Nomi a dominio e trattamento dei dati personali
di Tiziana Krasna* - 01.03.01

Uno dei temi principali dell'odierno dibattito sviluppatosi intorno ai problemi della Rete, è certamente quello dei nomi a dominio, che presenta aspetti di tale delicatezza da aver sollevato l'attenzione del mondo politico, prima a livello governativo (con l'istituzione della commissione presieduta dal sen. Passigli, la quale ha ultimato i suoi lavori presentando un apposito DDL), poi a livello parlamentare (allo stato delle cose, il Senato ha licenziato il testo del DDL Passigli, che, in questo scorcio di legislatura, attende pertanto di essere esaminato dalla Camera).

La rilevanza dei nomi a dominio nasce dal fatto che, come è noto, ciascun computer connesso alla Rete dispone di un indirizzo IP (Internet Protocol) costituito da un numero a trentadue bit, al quale viene abbinato un nome (domain name), essenziale ai fini dell'individuazione e del riconoscimento del singolo sito.
Il domain name ha struttura complessa, essendo costituito da una parte "individualizzante" scelta autonomamente dall'utente (Second Level Domain, o SDL) e da una abbreviazione standard (Top Level Domain, o TLD), che vale a marcarne la caratterizzazione tipologica (ad esempio, ".com"), oppure lo stato ove ha avuto luogo la registrazione (ad esempio, ".it" per Italia).

L'assegnazione del nome a dominio avviene, ad opera della c.d. Registration Authority italiana, seguendo l'ordine cronologico delle richieste (first come, first served), quale definito dalle procedure tecniche di registrazione (c.d. regole di naming). Questo criterio è stato preferito perché - analogamente a quanto sembra opinare la gran parte della giurisprudenza statunitense  - a domain name tells people where they can find a particolar web page, much lijke a street address tells people where they can find a particolar business", cfr. U.S. Court of Appeals, Fourth Circuit, 22 gennaio 2001, 6 ILR (P&F) 3136 - anche secondo la Naming Authority i nomi a dominio non hanno altra funzione se non quella di identificare univocamente gruppi di oggetti (servizi, macchine, caselle postali, ecc.) presenti sulla rete.
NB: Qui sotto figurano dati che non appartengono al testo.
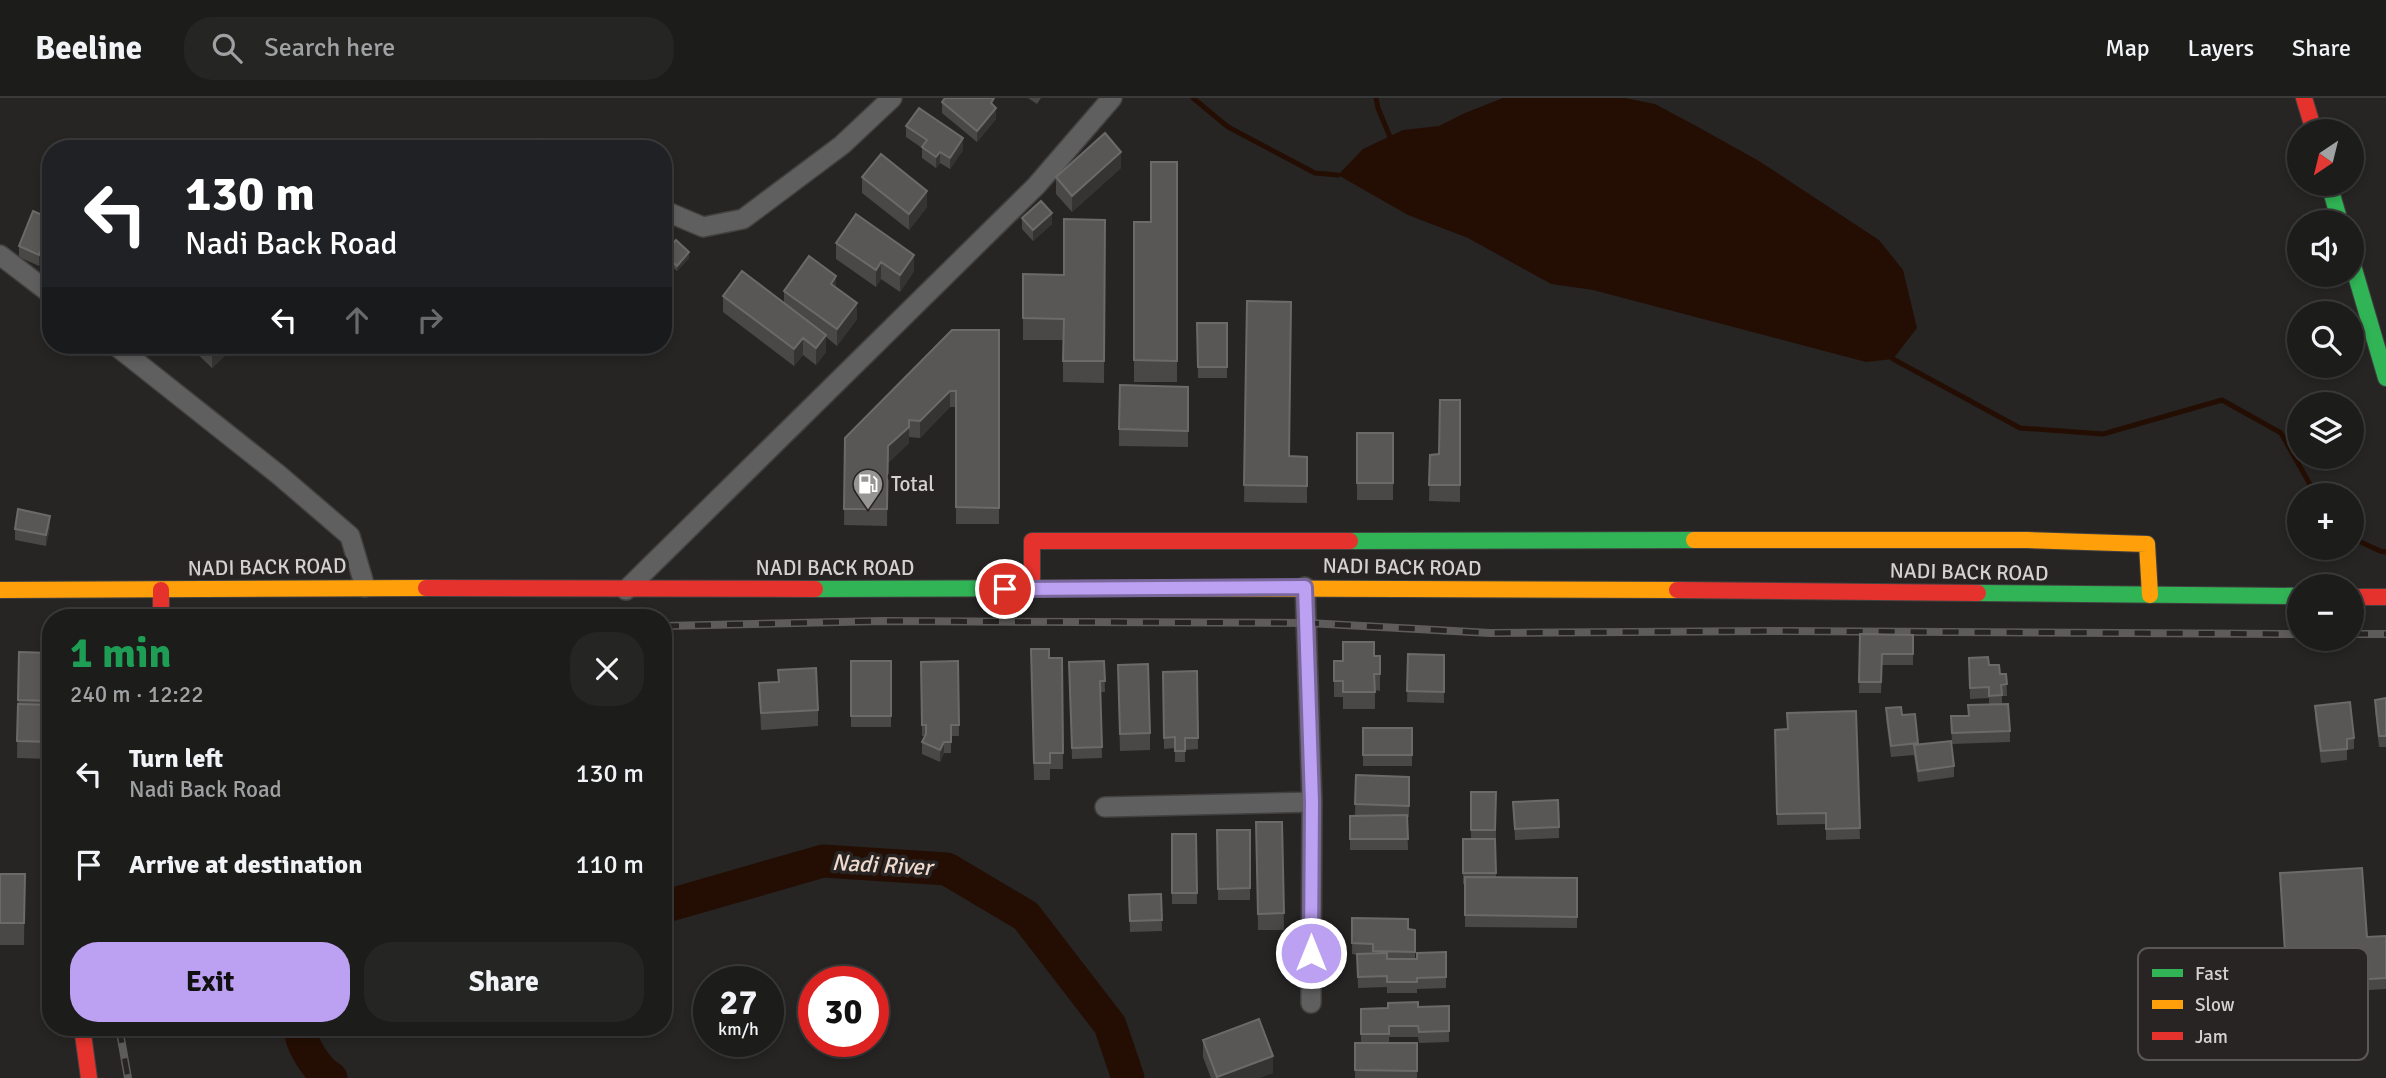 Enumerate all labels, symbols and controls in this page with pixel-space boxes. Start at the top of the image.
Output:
search box [184,17,674,80]
text: Beeline [35,28,142,69]
icon: search [208,29,246,67]
text: Search here [264,32,395,64]
text: Map [2105,33,2150,63]
text: Layers [2188,33,2254,63]
text: Share [2292,33,2351,63]
north arrow [2287,119,2364,196]
map controls [2287,119,2364,651]
text: 130 m [185,164,315,224]
icon: left [70,168,161,259]
button: sound [2287,210,2364,287]
text: Nadi Back Road [185,224,398,263]
icon: left [265,301,303,339]
icon: ahead [338,301,376,339]
icon: right [411,301,449,339]
button: search [2287,301,2364,378]
button: layers [2287,392,2364,469]
fuel station icon: Total [851,467,885,511]
place label: Total [891,471,934,497]
button: + [2287,483,2364,560]
street label: NADI BACK ROAD [187,553,347,581]
street label: NADI BACK ROAD [1322,553,1482,581]
street label: NADI BACK ROAD [756,555,914,581]
street label: NADI BACK ROAD [1889,558,2049,586]
pin [975,559,1035,619]
icon: arrive [986,570,1024,608]
button: − [2287,574,2364,651]
text: 1 min [70,628,171,679]
button: close [570,632,644,706]
text: 240 m · 12:22 [70,680,204,709]
text: Turn left [129,743,223,775]
icon: left [70,755,108,793]
text: 130 m [575,758,644,790]
text: Nadi Back Road [129,775,282,804]
icon: arrive [70,846,108,884]
water label: Nadi River [831,848,936,882]
text: Arrive at destination [129,849,362,881]
text: 110 m [575,849,644,881]
position arrow [1274,916,1348,990]
button: Exit [70,942,350,1022]
button: Share [364,942,644,1022]
legend [2138,948,2368,1060]
text: Fast [2195,962,2229,986]
speed limit sign: 30 [798,966,889,1057]
text: 27 [720,981,757,1024]
text: Slow [2195,993,2235,1017]
text: km/h [718,1018,759,1040]
text: Jam [2195,1025,2228,1049]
Intorno ai nomi a dominio si è rapidamente creato un fitto contenzioso, in particolare con riferimento al fenomeno del cybersquatting, vale a dire dell'accaparramento di nomi a domini relativi a cognomi di persone e/o a nomi generici, nonché a quello del domain grabbing, consistente nella registrazione di nomi a dominio per scopi di concorrenza sleale.

Per la risoluzione delle controversie inerenti alla registrazione e all'uso di nomi a dominio il regolamento di naming contempla una particolare procedura arbitrale. Presupposto per l'attivazione della procedura è che un terzo (i.e.: un soggetto che non vanti la titolarità del nome a dominio) affermi, rispetto a tale segno, che il nome a dominio contestato è identico o tale da indurre confusione rispetto ad un marchio su cui egli vanta diritti, o al proprio nome e cognome, e che l'attuale assegnatario non abbia alcun titolo o diritto in relazione al nome a dominio contestato, nonché, infine, che la registrazione e l'uso del nome a dominio registrato siano avvenute in mala fede. A fronte di ciò, per andare esente da responsabilità il resistente dovrà dimostrare di aver titolo all'uso del dominio allorché sia conosciuto, personalmente o come ente, con il nome corrispondente al nome a dominio, anche se non ha registrato il relativo marchio; ovvero che, prima della contestazione, ne abbia fatto uso o si sia preparato oggettivamente a farne uso per offerta al pubblico di beni e servizi; oppure, che sta facendo del nome un legittimo uso non commerciale, ovvero anche commerciale, ma senza l'intento di sviare la clientela del ricorrente o di violarne il marchio registrato.

L'art. 16. 7 delle regole di naming prevede poi, tra le circostanze che dimostrano l'avvenuta registrazione e l'uso del dominio in mala fede, la registrazione con lo scopo primario di vendere, cedere in uso o in altro modo trasferire il nome a dominio al ricorrente (che sia titolare dei diritti sul marchio o sul nome) o ad un suo concorrente, per un corrispettivo che sia superiore ai costi ragionevolmente sostenuti dal registrante/resistente; la registrazione effettuata allo scopo di impedire al titolare di identico marchio di registrare in proprio tale nome a dominio, e per utilizzarlo in attività concorrenziale a quella del ricorrente; la registrazione effettuata allo scopo primario di danneggiare gli affari di un concorrente o di usurpare nome e cognome del ricorrente; infine, l'utilizzo del nome a dominio per attrarre, a scopo di profitto, utenti Internet, creando motivi di confusione con il marchio del ricorrente.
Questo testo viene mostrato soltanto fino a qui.